[[ Data provided open ]]

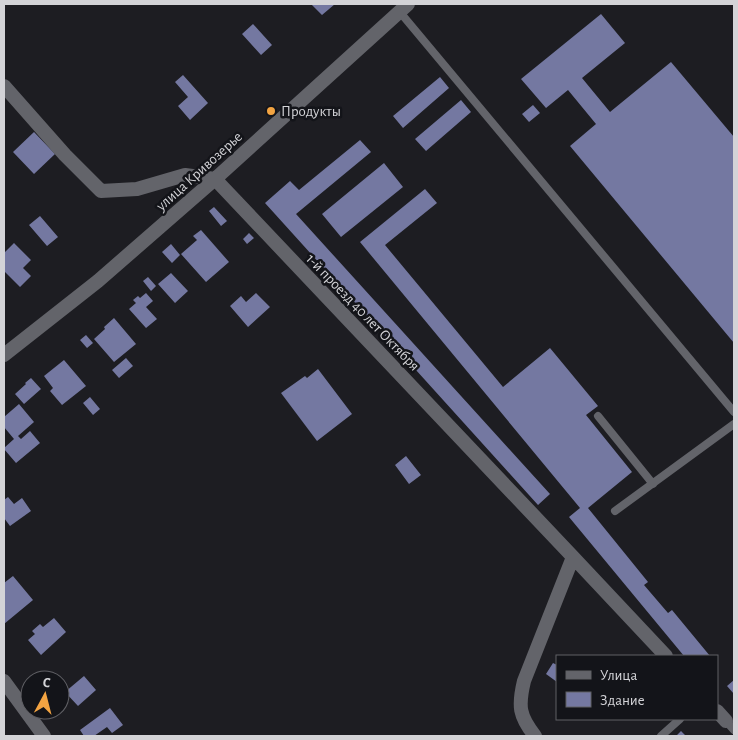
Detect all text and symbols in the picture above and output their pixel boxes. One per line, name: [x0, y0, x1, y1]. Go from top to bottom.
place label: Продукты: [281, 104, 341, 119]
marker: Продукты: [265, 105, 277, 117]
street label: улица Кривозерье: [153, 129, 245, 214]
street label: 1-й проезд 40 лет Октября: [303, 251, 422, 374]
legend: [556, 655, 718, 720]
text: Улица: [600, 668, 637, 683]
north arrow: [20, 670, 70, 720]
text: С: [42, 676, 51, 691]
text: Здание: [600, 693, 645, 708]

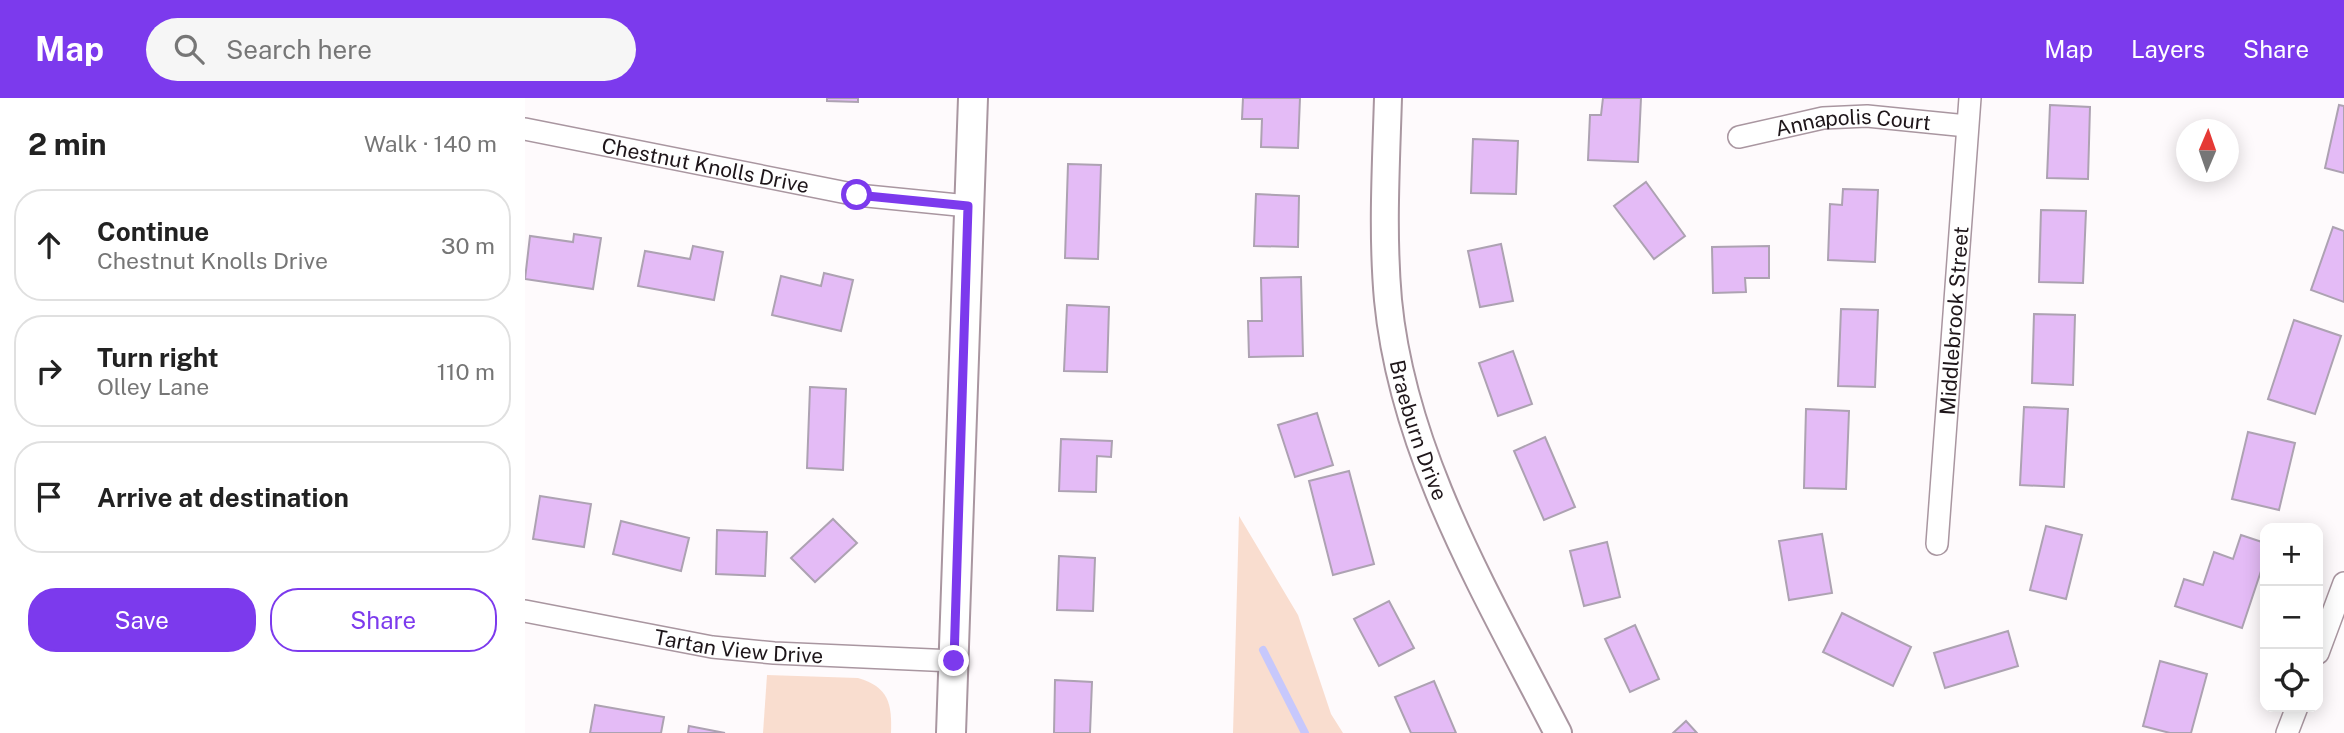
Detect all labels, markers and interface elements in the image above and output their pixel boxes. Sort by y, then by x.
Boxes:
search box [146,18,636,81]
text: Map [35,30,104,68]
icon: search [170,30,208,68]
text: Search here [226,34,372,65]
text: Map [2044,35,2093,63]
text: Layers [2131,35,2205,63]
text: Share [2243,35,2309,63]
street label: Annapolis Court [1773,103,1932,141]
north arrow [2176,119,2239,182]
text: 2 min [28,126,107,162]
text: Walk · 140 m [364,130,497,157]
street label: Chestnut Knolls Drive [600,132,811,198]
route start [841,179,872,210]
text: Continue [97,216,209,247]
street label: Middlebrook Street [1934,225,1973,416]
icon: ahead [30,226,68,264]
text: 30 m [441,232,495,259]
text: Chestnut Knolls Drive [97,247,328,274]
text: Turn right [97,342,219,373]
icon: right [30,352,68,390]
street label: Braeburn Drive [1385,357,1453,504]
text: 110 m [437,358,495,385]
text: Olley Lane [97,373,209,400]
icon: arrive [30,478,68,516]
text: Arrive at destination [97,482,349,513]
map controls [2260,523,2323,712]
button: + [2260,523,2323,586]
button: − [2260,586,2323,649]
button: Save [28,588,256,652]
button: Share [270,588,497,652]
street label: Tartan View Drive [652,624,824,668]
route end [938,645,969,676]
button: locate [2260,649,2323,712]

[[ Data provided closed ]]

• [Instructions to follow]
Output each record precisely as it appears, and drop every picture.

• [Task solution]
Detect all text and symbols in the picture above and output their pixel boxes. One per line, name: [x0, y0, x1, y1]. Go from top to bottom.
place label: Продукты: [281, 104, 341, 119]
marker: Продукты: [265, 105, 277, 117]
street label: улица Кривозерье: [153, 129, 245, 214]
street label: 1-й проезд 40 лет Октября: [303, 251, 422, 374]
legend: [556, 655, 718, 720]
text: Улица: [600, 668, 637, 683]
north arrow: [20, 670, 70, 720]
text: С: [42, 676, 51, 691]
text: Здание: [600, 693, 645, 708]

Detect all labels, markers and interface elements in the image above and output their pixel boxes. Sort by y, then by x.
Boxes:
search box [146,18,636,81]
text: Map [35,30,104,68]
icon: search [170,30,208,68]
text: Search here [226,34,372,65]
text: Map [2044,35,2093,63]
text: Layers [2131,35,2205,63]
text: Share [2243,35,2309,63]
street label: Annapolis Court [1773,103,1932,141]
north arrow [2176,119,2239,182]
text: 2 min [28,126,107,162]
text: Walk · 140 m [364,130,497,157]
street label: Chestnut Knolls Drive [600,132,811,198]
route start [841,179,872,210]
text: Continue [97,216,209,247]
street label: Middlebrook Street [1934,225,1973,416]
icon: ahead [30,226,68,264]
text: 30 m [441,232,495,259]
text: Chestnut Knolls Drive [97,247,328,274]
text: Turn right [97,342,219,373]
icon: right [30,352,68,390]
street label: Braeburn Drive [1385,357,1453,504]
text: 110 m [437,358,495,385]
text: Olley Lane [97,373,209,400]
icon: arrive [30,478,68,516]
text: Arrive at destination [97,482,349,513]
map controls [2260,523,2323,712]
button: + [2260,523,2323,586]
button: − [2260,586,2323,649]
button: Save [28,588,256,652]
button: Share [270,588,497,652]
street label: Tartan View Drive [652,624,824,668]
route end [938,645,969,676]
button: locate [2260,649,2323,712]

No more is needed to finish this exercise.